To detect and prevent fraud and malicious behaviour
We take our commitment to our user's online safety very seriously and may use data to help us create and use tools to prevent fraudulent or malicious activity, or behaviour that goes against our Terms & Conditions.
Grounds for processing your data.
Where we collect personal data, we’ll only process it:
- to perform a contract with you, or
- where we have legitimate interests to process the personal data and they’re not overridden by your rights, or
- in accordance with a legal obligation, or
- where we have your consent.
How and when we share your data.
There are times when we need to share your data with third-parties in order to perform our services. We will only disclose your personal data to:
We use a range of third-party service providers including database service providers, backup and disaster recovery service providers, email service providers and others.
Charities, causes, event organisers and fundraisers.

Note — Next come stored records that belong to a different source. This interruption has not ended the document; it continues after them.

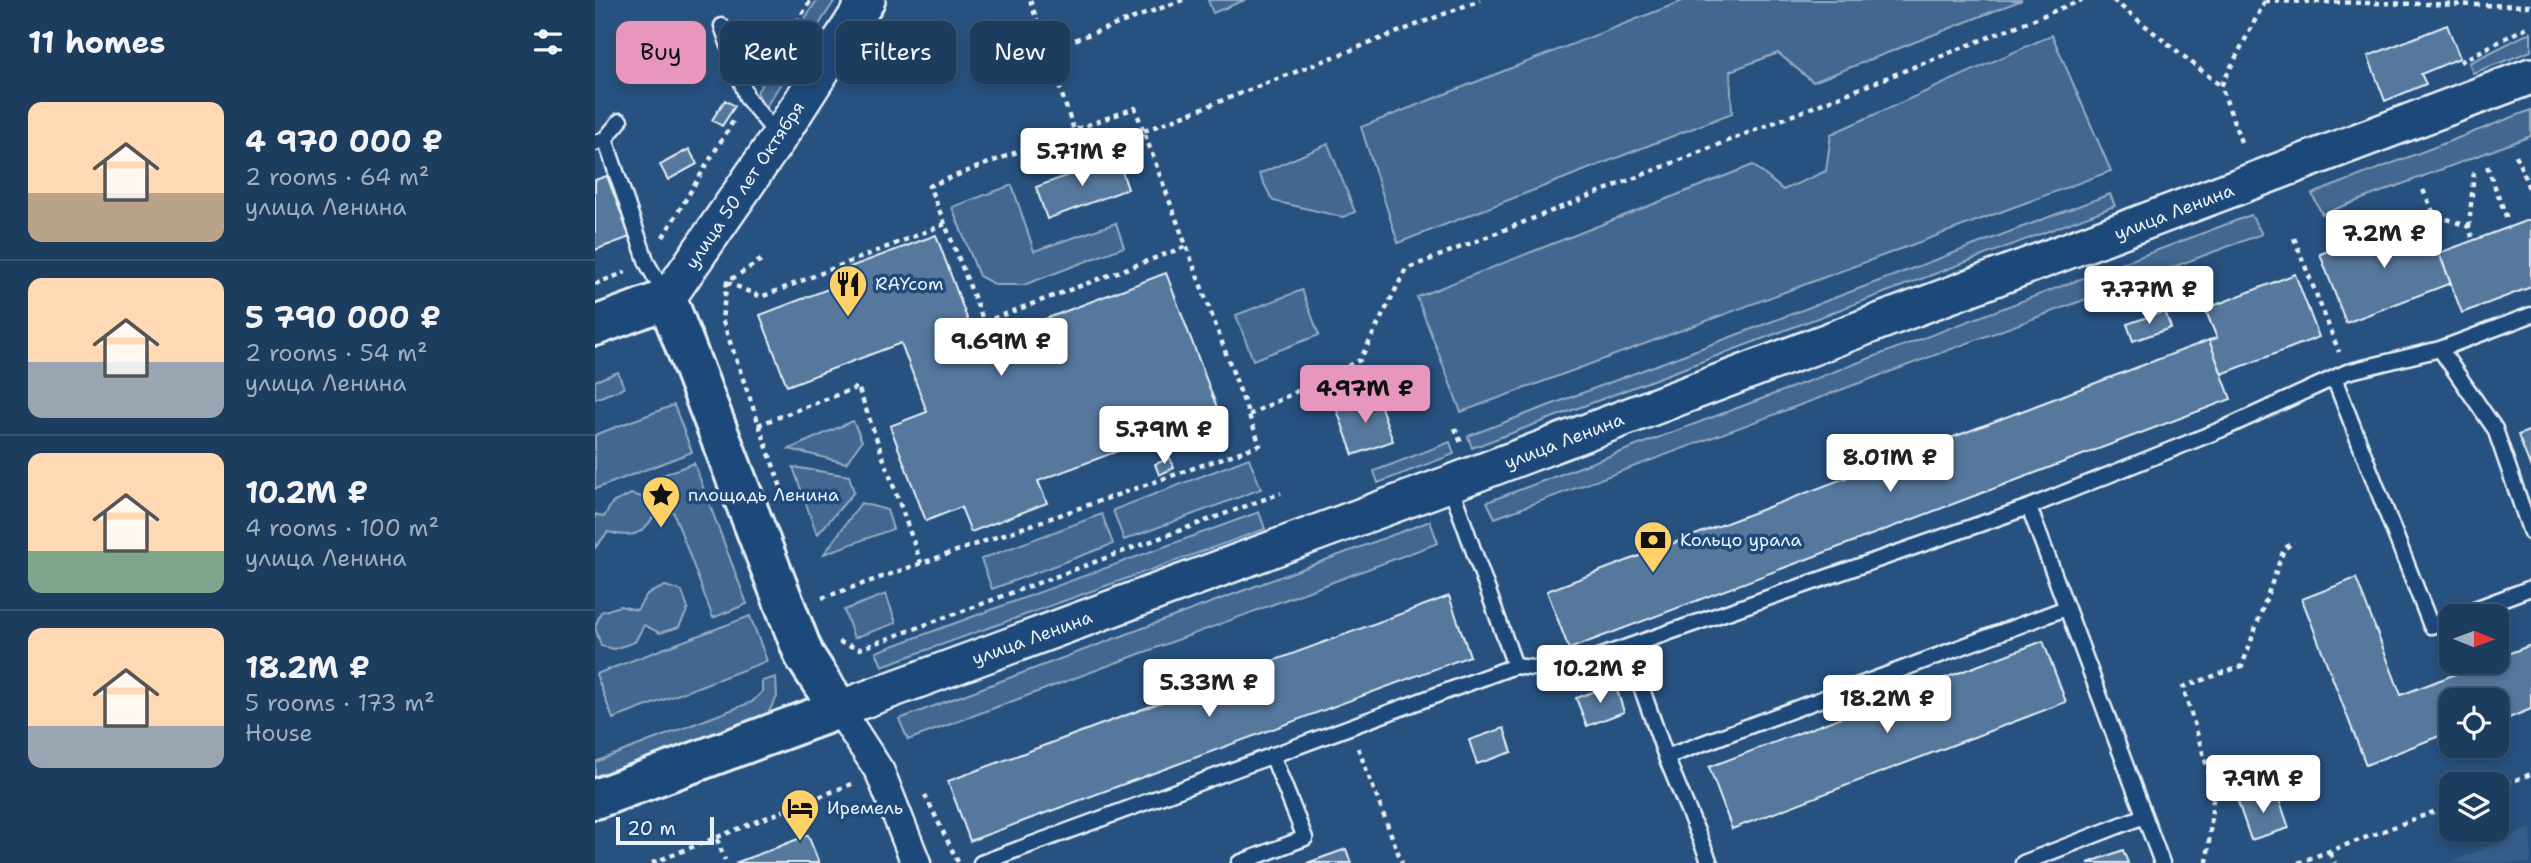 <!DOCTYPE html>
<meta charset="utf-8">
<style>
body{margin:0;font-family:"Shantell Sans",sans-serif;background:#254465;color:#f1f3f6;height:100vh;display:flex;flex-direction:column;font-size:26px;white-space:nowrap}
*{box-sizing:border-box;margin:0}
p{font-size:23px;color:#a0aebd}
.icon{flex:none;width:38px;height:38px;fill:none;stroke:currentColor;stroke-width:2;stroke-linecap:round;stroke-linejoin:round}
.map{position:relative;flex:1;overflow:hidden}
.drawer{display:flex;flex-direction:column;background:#1d3d5f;width:595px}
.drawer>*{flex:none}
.hud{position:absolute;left:21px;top:21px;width:665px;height:63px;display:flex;gap:14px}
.needle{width:46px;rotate:91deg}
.buttons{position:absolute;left:1844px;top:604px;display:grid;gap:14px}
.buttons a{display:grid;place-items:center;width:70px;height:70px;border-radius:14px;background:#1d3d5f;box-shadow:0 4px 10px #0003,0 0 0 2px #3b5674;font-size:35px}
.scale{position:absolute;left:21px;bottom:18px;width:98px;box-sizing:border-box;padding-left:7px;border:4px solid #e8f1f8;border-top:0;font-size:19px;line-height:24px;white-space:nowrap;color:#e8f1f8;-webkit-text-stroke:5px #1f4a7a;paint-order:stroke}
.price{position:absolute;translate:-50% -60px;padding:0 16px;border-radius:7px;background:#fff;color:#222;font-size:23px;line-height:46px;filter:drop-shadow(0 2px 4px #0008)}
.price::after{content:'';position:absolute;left:50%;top:42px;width:21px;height:16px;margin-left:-10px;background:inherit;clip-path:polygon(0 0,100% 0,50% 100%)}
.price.current{background:#e797bd;color:#111}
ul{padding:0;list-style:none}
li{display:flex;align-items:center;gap:21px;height:175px;padding:0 28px}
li+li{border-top:2px solid #3b5674}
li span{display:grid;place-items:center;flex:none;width:196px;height:140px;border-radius:14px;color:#555}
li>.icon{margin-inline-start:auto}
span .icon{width:84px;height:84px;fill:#fffc;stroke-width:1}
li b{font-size:30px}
h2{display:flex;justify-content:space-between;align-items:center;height:84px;padding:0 28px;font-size:30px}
.chip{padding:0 24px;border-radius:14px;background:#1d3d5f;box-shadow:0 4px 10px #0003,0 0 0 2px #3b5674;font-size:24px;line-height:63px}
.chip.current{background:#e797bd;color:#111}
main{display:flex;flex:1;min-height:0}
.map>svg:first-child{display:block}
.built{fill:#355d88}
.green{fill:#436891;stroke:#96acc4;stroke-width:2}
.building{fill:#57789d;stroke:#e8f1f8;stroke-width:2}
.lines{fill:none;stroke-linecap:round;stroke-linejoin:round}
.service-casing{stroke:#e8f1f8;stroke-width:19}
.minor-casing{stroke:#e8f1f8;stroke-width:33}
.tertiary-casing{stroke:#e8f1f8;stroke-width:40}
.secondary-casing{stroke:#e8f1f8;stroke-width:44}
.path{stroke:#e8f1f8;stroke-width:4.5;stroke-dasharray:5 5;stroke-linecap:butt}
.service{stroke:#1f4a7a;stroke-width:14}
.minor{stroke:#1f4a7a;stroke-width:28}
.tertiary{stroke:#1f4a7a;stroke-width:35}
.secondary{stroke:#1f4a7a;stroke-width:38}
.labels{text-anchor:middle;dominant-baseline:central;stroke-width:7;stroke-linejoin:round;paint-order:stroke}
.street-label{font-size:18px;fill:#e8f1f8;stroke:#1f4a7a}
.poi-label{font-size:18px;fill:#e8f1f8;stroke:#1f4a7a;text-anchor:start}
</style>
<main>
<section class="drawer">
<h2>11 homes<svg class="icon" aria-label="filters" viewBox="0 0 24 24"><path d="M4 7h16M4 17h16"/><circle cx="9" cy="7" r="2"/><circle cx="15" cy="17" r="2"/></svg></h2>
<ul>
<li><span style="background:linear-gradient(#ffd9b3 65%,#b9a48a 0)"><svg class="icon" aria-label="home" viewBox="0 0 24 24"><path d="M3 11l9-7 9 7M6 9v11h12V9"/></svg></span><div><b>4 970 000 ₽</b><p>2 rooms · 64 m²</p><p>улица Ленина</p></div></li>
<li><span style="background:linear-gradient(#ffd9b3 60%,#9aa5b1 0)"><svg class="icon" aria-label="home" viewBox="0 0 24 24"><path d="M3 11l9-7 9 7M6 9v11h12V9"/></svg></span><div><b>5 790 000 ₽</b><p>2 rooms · 54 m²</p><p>улица Ленина</p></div></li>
<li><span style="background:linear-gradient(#ffd9b3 70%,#7fa58c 0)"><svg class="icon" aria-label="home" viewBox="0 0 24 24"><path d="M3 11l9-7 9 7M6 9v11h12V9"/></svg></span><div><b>10.2M ₽</b><p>4 rooms · 100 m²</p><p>улица Ленина</p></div></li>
<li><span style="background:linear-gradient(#ffd9b3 70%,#9aa5b1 0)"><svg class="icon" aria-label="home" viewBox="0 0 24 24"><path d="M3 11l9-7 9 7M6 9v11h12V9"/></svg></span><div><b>18.2M ₽</b><p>5 rooms · 173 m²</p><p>House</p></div></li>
</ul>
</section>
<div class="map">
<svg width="1936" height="863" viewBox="0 0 1936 863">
<rect width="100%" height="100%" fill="#27517f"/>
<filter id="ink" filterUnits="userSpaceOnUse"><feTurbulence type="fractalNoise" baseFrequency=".0143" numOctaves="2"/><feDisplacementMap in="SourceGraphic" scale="14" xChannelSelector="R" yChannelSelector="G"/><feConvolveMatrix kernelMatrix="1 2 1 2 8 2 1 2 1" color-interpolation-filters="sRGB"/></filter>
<g filter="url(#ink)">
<path class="built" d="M1936 828V863H1854Z"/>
<path class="green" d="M222 0H240L170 108 162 92Z
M613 0H650L618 13Z
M1090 0H1427L1218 82 1183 53 1135 71 1137 113 803 243 766 127Z
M1936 32V51L1878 73 1874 63Z
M1457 35 1516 171 866 412 822 297 1158 165 1188 190 1231 171 1236 134Z
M1936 110V136L1727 214 1717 194Z
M733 144 760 212 748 217 678 201 664 174Z
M417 185 439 251 521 223 529 247 429 285H401L384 276 357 207Z
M1515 194 1520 206 877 448 873 436Z
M1656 215 1667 234 900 518 892 502Z
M707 290 724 335 658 360 641 315Z
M23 372 29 388 0 399V381Z
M79 405 97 452 0 489V435Z
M258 421 267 441 251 463 194 449Z
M855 442 859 454 783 483 779 471Z
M654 458 666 489 529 540 518 510Z
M99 463 152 604 118 618 65 476Z
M198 467 254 476 259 492 222 535Z
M36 494 51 498 59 516C47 536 36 538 13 532L0 548V514L9 517 17 503Z
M266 503 292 510 298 529 229 554Z
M664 512 670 529 287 666 281 652Z
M507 514 518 544 397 589 386 559Z
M835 521 843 543 313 740 304 719Z
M70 586 87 591 93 609 84 627 65 633 49 625 40 642 19 649 6 646 0 627 6 612 25 606 42 610 52 594Z
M291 594 301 623 259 638 249 610Z
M155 616 172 661 18 719 1 674Z
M181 677 182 697 173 713 0 780V762L157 702 167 692V681Z"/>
<path class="building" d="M1852 25 1865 58 1826 74 1831 84 1790 101 1773 56Z
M130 100 140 106 127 126 117 120Z
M94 149 102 164 73 180 65 165Z
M522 157 533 189 452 219 441 187Z
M12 176 35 237 0 250V180Z
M1823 217 1837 256 1844 253 1856 283 1751 323 1725 254Z
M1936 219V287L1867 313 1844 253Z
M341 235 382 345 571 273 624 413 443 481 452 503 376 532 366 507 331 521 295 426 332 412 306 343 192 386 165 315 249 283 244 271Z
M1700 274 1724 337 1627 374 1614 340 1622 338 1610 309Z
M1570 311 1576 328 1538 341 1532 324Z
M1614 340 1636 399 974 649 952 591Z
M782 396 798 441 758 455 742 410Z
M1936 430V468L1923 435Z
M575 458 579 468 564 475 560 464Z
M1761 578 1806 695 1892 662H1902V658L1936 645V709L1902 723V700H1857V731L1771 765 1707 599Z
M854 596 875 656 375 841 353 781Z
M1448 641 1471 702 1137 829 1114 767Z
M1020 684 1029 712 992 726 981 698Z
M909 728 917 752 882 764 874 740Z
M1681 790 1694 828 1656 840 1643 802Z
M213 835 224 863H140L175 850Z
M751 849 756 863H712Z
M1528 850 1533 863H1493Z"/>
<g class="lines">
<g class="service-casing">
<path id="service" d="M127 26 152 98 183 136
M10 139 25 121
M0 143 10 139 52 263 71 297
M1845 349 1900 429 1936 533
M1739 378 1836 626 1857 618
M855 485 920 666 963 671 1434 507 1630 428 1752 372 1845 349 1936 315
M1434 507 1567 863
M1861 616 1936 588
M1032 647 1071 757
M386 863 920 666
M644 863 710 838 677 755
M1115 863 1071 757 1471 608
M1428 863 1549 816"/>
</g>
<g class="minor-casing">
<path id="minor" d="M244 709 285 772 321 863"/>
</g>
<g class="tertiary-casing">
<path id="tertiary" d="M72 299 184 137 272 0
M244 709 854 484 1936 76"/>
</g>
<g class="secondary-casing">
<path id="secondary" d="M0 326 72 299 209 655 244 709 0 799"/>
</g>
<path class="path" d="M1518 0 1626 86
M1670 1 1936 6
M452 50 588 0
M1865 62 1936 25
M169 73 216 0
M549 131 885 0
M1646 142 1626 86 1670 1
M1921 155 1936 194
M1892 166 1913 221
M1828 190 1839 214 1874 227 1877 237
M350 224 334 186 479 130
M1874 227 1879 171
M68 237 140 118
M1699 238 1744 352
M166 260 132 282 127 319 189 496
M132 282 166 297 350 224 389 322 592 246
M0 284 31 272
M654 415 765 360 811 269 1487 0
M163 425 263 387 326 563
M860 428 866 443
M227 598 665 445 540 108 479 130 435 0
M244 642 265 649 686 493
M763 748 807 863
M1902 787 1936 774
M330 795 363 862
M122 839 130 860
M1735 853 1740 863
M57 863 259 783
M1612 863 1619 789 1588 687 1647 666 1689 549 1699 542
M1703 863 1857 805"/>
<use href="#service" class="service"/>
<use href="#minor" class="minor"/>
<use href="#tertiary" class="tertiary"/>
<use href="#secondary" class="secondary"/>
</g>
</g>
<defs>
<g id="restaurant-pin" transform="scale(2.0125)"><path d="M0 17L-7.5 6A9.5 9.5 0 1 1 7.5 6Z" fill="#ffd166" stroke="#1f4a7a"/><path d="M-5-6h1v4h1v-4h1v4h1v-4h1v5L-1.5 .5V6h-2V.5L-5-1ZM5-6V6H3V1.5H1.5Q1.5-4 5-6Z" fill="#111"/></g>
<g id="sight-pin" transform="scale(2.0125)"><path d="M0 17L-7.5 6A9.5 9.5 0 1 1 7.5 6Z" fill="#ffd166" stroke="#1f4a7a"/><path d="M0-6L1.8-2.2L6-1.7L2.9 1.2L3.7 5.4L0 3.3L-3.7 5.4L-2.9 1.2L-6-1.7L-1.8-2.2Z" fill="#111"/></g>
<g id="bank-pin" transform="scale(2.0125)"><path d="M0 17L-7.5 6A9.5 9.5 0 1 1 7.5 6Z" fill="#ffd166" stroke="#1f4a7a"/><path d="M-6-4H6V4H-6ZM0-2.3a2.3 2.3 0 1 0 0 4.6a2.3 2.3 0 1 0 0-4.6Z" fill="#111"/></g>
<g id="hotel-pin" transform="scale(2.0125)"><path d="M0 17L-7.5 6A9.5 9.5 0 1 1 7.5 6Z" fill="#ffd166" stroke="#1f4a7a"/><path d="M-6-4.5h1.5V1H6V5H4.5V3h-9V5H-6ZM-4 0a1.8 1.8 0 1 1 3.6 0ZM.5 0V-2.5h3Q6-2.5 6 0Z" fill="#111"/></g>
</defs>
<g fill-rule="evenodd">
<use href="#restaurant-pin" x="253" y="284"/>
<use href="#sight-pin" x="66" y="495"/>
<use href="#bank-pin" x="1058" y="540"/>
<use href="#hotel-pin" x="205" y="808"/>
</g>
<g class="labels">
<g class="street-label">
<text transform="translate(150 185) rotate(-56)">улица 50 лет Октября</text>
<text transform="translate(1579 212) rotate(-21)">улица Ленина</text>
<text transform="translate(969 441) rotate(-21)">улица Ленина</text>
<text transform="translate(437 638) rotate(-20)">улица Ленина</text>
</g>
<g class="poi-label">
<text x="280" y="284">RAYcom</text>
<text x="93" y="495">площадь Ленина</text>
<text x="1085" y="540">Кольцо урала</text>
<text x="232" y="808">Иремель</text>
</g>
</g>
</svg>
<div class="buttons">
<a><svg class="needle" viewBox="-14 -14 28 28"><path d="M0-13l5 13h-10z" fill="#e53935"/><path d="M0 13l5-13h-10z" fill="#a0aebd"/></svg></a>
<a><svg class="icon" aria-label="locate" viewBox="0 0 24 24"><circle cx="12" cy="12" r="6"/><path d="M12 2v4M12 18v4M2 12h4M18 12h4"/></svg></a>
<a><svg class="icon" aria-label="layers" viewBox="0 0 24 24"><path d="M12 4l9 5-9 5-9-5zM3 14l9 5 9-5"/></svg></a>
</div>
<div class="scale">20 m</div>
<b class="price" style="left:487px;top:188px">5.71M ₽</b>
<b class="price" style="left:1789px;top:270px">7.2M ₽</b>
<b class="price" style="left:1554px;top:326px">7.77M ₽</b>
<b class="price" style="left:406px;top:378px">9.69M ₽</b>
<b class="price current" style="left:770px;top:425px">4.97M ₽</b>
<b class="price" style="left:569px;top:466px">5.79M ₽</b>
<b class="price" style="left:1295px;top:494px">8.01M ₽</b>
<b class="price" style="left:1005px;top:705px">10.2M ₽</b>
<b class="price" style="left:614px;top:719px">5.33M ₽</b>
<b class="price" style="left:1292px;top:735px">18.2M ₽</b>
<b class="price" style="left:1668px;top:815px">7.9M ₽</b>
<div class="hud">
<a class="chip current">Buy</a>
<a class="chip">Rent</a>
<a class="chip">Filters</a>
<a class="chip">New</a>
</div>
</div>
</main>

When you purchase tickets or register for an event, donate to an organisation, take part in a fundraising team or create a public memorial, we may pass your data on to the organisation running the event or related fundraising page.
In some instances, an organisation may appoint a third party, which may or may not be affiliated with the organisation, to assist them with running the event.
It is important that you review the applicable policies of the organisations, and if applicable and available, their appointed third-party, of an event before providing any personal data regarding an event or related fundraising page.
When you donate to a charity, cause or fundraising page, we may pass your data on to the charity unless you choose to remain anonymous.
We may provide additional tools to charities to allow you to opt in to receiving information from charities and good causes. In this case, we provide you a way to manage that consent through Echoleft, however we cannot always reflect changes made elsewhere, for example if you change your consent preferences directly with the charity or good cause, that change may not be reflected in Echoleft.
We may be obliged to provide your data to regulators, law enforcement bodies, government agencies, courts or other third parties where we think it’s necessary to comply with applicable laws or regulations, or to exercise, establish or defend our legal rights. Where possible and appropriate, we will notify you of this type of disclosure
- Other people where we have your consent.
International Data Transfers
Your data may be transferred to, and processed in, countries other than the UK, for example it may be transferred to the United States where some of our technical service providers are based.
If you are a citizen of the European Economic Area (EEA), this means that your data may be transferred outside of the EEA. Where this is the case, it will only be transferred to third-parties where we have identified that adequate protections are in place for your data, for example by ensuring the entity is Privacy Shield certified (for transfers to the United States).
The length of time that we retain your personal data depends on the type data and the service for which it was collected, and where we have an ongoing need to collect it for example legal, tax or accounting requirements.
We will retain your personal data for as long as we have a relationship with you and for a period of time afterwards where we have an ongoing business need to retain it, in accordance with our data retention policies and practices. Following that period, your data will be deleted or anonymised.